Certes, le phénomène des enfants stars et l'utilisation des plus jeunes dans un but commercial ne sont pas nouveaux. Dans les domaines du mannequinat et du spectacle, la frontière entre l'intime et le professionnel est relativement définie. S'agissant de vidéos enregistrées dans un contexte familial, en revanche, le temps de travail et la notion même de travail sont plus difficiles à appréhender pour l'enfant, voire pour ses parents. Quand un enfant est filmé en train de faire ses devoirs ou de jouer, a-t-il conscience qu'il travaille ? Que dire de la pratique de l'unboxing, consistant à déballer des cadeaux devant la caméra pour faire découvrir un produit ? Face à l'ampleur du phénomène, les plateformes, les parents et les autorités publiques de régulation doivent assumer pleinement leurs responsabilités.

Les enfants qui tournent des vidéos avec leurs parents sont, en outre, soumis aux dérives comportementales observées sur les réseaux sociaux : addiction au web, hyper-narcissisme, compétition exacerbée, harcèlement, risque d'isolement… Le sentiment d'être toujours observé et jugé entraîne une modification des comportements et rétrécit la sphère de l'intime. En quête d'identité et de reconnaissance, les enfants et les adolescents sont particulièrement vulnérables. Votre proposition de loi n'évoque pourtant pas ces risques, pas plus qu'elle n'aborde la collecte de données personnelles occasionnée par le visionnage de vidéos.

En guise de moyen protecteur, vous proposez de délivrer une autorisation ou un agrément à l'employeur – les représentants légaux de l'enfant – et d'inviter les plateformes à signer une charte. Ces propositions, si elles vont dans le bon sens, ne sont pas assez contraignantes pour les plateformes. Il est certes nécessaire – bien que difficile – de dialoguer avec elles, mais l'incitation seule ne peut être un moyen de régulation efficace. La Commission européenne en a d'ailleurs conscience. Une ébauche d'étude d'impact du Digital Services Act, la législation européenne relative aux services numériques, affirme ainsi que les plateformes se soumettent de manière inégale aux obligations de la directive e-commerce, vu leur nature volontaire.

Le texte devrait également être plus protecteur concernant le délai de retrait des images imposé aux plateformes dans le cadre du droit à l'oubli numérique – car, à l'heure de la communication instantanée, la diffusion virale des contenus est souvent fulgurante.

Enfin, le placement de produits devrait être proscrit des vidéos diffusées sur les plateformes dont l'auteur ou le destinataire est un enfant de moins de 16 ans. Ce n'est pas un scoop : les enfants sont particulièrement influencés par la publicité, qu'elle soit assumée ou déguisée. Selon l'association Résistance à l'agression publicitaire, 76 % des demandes d'achat ou des achats émanant d'enfants de 4 à 10 ans sont liés à une publicité. Dans une tribune de janvier 2016, Philippe Meirieu et Serge Tisseron observent qu'avant 6 ou 7 ans, les enfants n'établissent pas de distinction entre les programmes et les messages publicitaires, mélangeant réalité, fiction et prescription.

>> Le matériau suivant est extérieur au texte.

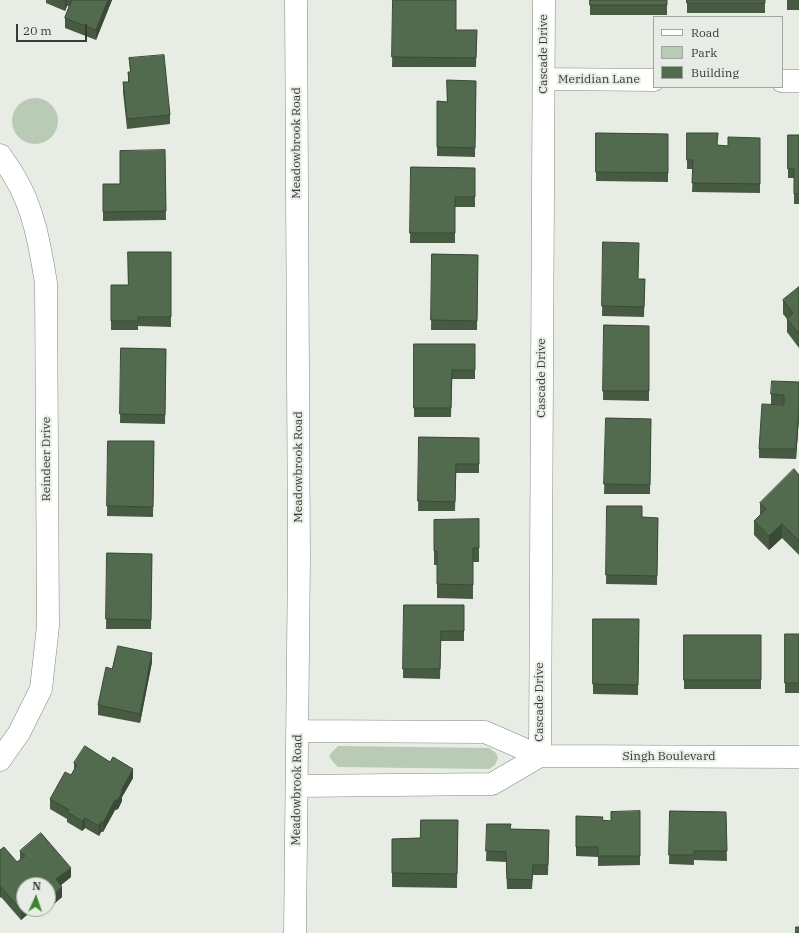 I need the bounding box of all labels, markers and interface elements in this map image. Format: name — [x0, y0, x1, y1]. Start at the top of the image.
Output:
street label: Cascade Drive — [537, 14, 551, 94]
scale bar — [18, 16, 89, 42]
legend — [653, 16, 783, 88]
text: 20 m — [23, 23, 52, 38]
text: Road — [691, 25, 720, 40]
text: Park — [691, 45, 717, 60]
text: Building — [691, 65, 739, 80]
street label: Meridian Lane — [558, 73, 640, 87]
street label: Meadowbrook Road — [290, 87, 304, 199]
street label: Cascade Drive — [535, 338, 549, 418]
street label: Meadowbrook Road — [292, 411, 306, 523]
street label: Reindeer Drive — [40, 417, 54, 501]
street label: Cascade Drive — [533, 662, 547, 742]
street label: Meadowbrook Road — [289, 734, 305, 846]
street label: Singh Boulevard — [623, 750, 715, 764]
north arrow — [16, 877, 56, 917]
text: N — [32, 879, 41, 893]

Si la proposition de loi pose un premier jalon utile, nous regrettons – vous vous en doutez – qu'elle ait été en grande partie vidée de sa portée coercitive lors de la première lecture par la commission des affaires culturelles et de l'éducation de l'Assemblée nationale. Nous restons convaincus qu'il est nécessaire de montrer une détermination politique sans faille pour contraindre les plateformes, guidées par la seule logique du profit, à respecter certaines règles. Avec les réserves que je viens d'évoquer, le groupe La France insoumise votera ce texte.